Thanks for reporting this.

Do you also get this error on other datasets (e.g. the example data)? Other versions of gcc (e.g. 5 or 6)? Did you reinstall after upgrading gcc? To reinstall you'd need to remove /tools/bin/process_transcriptome_align_table and then rerun /install_linux64.sh

Cheers,
Nadia.

@nadiadavidson
I ran it based on the different version of the gcc (4.8. 4.9. 9.3) and for each I removed the bin and ran the /install_linux64.sh again to build the bin folder. but all I got the same error,
I didn't try on the other sample or data, do you think it might be the problem of data??

Thanks

Hi,

I suspect you'd get the same error with the example dataset, but it could be useful to know that for sure, otherwise it would be difficult for me to reproduce the error.

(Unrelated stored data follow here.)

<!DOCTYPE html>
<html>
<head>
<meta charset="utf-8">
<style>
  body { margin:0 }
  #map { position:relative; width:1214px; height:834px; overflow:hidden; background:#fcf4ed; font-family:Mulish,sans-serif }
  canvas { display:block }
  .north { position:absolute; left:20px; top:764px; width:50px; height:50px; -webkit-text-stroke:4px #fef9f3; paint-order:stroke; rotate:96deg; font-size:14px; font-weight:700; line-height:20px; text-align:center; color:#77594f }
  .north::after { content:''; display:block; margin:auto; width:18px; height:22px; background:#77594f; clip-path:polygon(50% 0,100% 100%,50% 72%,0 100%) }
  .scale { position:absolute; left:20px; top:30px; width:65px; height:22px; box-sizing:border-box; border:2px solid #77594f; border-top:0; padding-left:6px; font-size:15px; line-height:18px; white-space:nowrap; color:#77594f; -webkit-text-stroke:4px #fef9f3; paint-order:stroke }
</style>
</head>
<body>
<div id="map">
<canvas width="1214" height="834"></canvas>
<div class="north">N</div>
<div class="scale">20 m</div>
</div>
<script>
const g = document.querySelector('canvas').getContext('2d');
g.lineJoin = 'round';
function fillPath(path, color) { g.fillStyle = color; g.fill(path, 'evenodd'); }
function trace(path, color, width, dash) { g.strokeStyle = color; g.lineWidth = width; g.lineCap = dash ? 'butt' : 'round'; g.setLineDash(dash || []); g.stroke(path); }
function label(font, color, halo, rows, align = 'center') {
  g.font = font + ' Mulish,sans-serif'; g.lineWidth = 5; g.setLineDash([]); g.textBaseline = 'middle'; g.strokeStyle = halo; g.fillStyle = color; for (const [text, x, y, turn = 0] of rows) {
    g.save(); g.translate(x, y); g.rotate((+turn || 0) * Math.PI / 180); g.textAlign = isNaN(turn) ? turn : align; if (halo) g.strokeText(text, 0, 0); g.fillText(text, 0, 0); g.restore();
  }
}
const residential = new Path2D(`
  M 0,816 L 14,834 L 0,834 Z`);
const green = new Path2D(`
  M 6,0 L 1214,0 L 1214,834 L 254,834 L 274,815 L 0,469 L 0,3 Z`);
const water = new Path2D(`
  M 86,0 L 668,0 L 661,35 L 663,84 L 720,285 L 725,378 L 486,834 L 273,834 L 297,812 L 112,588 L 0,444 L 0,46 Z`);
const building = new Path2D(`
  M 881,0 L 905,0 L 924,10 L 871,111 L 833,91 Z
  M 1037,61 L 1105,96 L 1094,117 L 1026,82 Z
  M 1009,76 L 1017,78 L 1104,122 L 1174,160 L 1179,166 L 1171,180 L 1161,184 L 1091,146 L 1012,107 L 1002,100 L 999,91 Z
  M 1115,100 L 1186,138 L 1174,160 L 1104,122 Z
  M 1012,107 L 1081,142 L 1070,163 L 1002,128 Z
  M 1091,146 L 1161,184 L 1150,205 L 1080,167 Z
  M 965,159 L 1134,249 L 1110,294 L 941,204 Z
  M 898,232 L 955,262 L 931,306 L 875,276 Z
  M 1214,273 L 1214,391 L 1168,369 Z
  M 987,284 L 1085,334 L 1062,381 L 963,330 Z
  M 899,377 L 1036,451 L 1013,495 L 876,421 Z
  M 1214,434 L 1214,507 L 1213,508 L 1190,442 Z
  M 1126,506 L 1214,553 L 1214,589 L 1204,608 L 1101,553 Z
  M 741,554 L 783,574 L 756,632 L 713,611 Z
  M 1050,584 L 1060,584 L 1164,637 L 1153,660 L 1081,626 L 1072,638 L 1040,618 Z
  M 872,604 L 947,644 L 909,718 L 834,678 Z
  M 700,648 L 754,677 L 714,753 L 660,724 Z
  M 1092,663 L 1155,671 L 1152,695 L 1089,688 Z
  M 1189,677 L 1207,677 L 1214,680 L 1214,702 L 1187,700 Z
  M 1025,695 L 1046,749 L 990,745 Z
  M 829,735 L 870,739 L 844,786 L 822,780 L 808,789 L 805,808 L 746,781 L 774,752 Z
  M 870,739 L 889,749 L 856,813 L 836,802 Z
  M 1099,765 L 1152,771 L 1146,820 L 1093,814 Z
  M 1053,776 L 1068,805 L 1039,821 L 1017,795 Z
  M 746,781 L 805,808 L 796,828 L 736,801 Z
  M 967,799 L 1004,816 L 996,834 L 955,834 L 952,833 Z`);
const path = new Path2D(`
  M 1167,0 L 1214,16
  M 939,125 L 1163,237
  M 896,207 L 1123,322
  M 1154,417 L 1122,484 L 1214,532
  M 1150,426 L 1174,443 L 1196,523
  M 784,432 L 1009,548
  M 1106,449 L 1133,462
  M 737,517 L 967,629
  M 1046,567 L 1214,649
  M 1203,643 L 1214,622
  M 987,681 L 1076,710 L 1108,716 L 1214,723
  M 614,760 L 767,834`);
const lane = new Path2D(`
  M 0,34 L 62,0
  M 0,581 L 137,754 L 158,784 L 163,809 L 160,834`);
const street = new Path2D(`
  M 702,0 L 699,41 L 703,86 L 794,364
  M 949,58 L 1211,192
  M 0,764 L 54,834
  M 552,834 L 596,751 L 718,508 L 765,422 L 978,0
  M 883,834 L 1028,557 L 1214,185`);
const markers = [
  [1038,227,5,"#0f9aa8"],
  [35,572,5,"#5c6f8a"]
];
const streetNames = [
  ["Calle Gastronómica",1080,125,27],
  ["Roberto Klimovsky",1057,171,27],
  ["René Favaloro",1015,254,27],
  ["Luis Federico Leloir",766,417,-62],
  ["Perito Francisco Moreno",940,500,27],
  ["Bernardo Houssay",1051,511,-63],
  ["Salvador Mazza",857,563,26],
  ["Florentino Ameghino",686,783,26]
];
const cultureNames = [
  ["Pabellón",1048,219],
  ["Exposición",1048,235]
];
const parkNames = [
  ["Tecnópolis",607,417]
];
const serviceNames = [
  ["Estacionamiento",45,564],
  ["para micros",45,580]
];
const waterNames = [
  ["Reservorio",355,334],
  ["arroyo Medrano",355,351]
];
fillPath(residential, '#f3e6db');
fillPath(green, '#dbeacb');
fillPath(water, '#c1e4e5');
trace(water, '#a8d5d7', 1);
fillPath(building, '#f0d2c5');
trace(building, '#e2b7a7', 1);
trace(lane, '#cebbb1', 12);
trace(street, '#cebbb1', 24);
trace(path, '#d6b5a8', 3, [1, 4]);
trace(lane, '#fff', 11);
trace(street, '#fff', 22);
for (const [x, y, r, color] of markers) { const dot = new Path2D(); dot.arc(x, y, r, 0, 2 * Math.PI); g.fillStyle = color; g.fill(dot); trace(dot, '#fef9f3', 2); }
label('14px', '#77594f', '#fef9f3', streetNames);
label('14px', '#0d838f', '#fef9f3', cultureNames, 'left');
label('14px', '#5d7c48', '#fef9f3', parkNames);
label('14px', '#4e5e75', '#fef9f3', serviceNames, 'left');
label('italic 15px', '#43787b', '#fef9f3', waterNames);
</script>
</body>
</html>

If you are running on a server/cluster could you use the gcc version installed on there rather than conda's version?

If all else fails I can probably add a static binary to the repository/next release to avoid compilation.

Cheers,
Nadia.

Hi,
I have just installed jaffa with mamba (v2.2) but it seems JAFFAL (for ONT reads) is missing : I found only jaffa-hybrid, jaffa-direct and jaffa-assembly commands.
Could you help me? thanks

Overlaps with Issue #74 , so will close this one.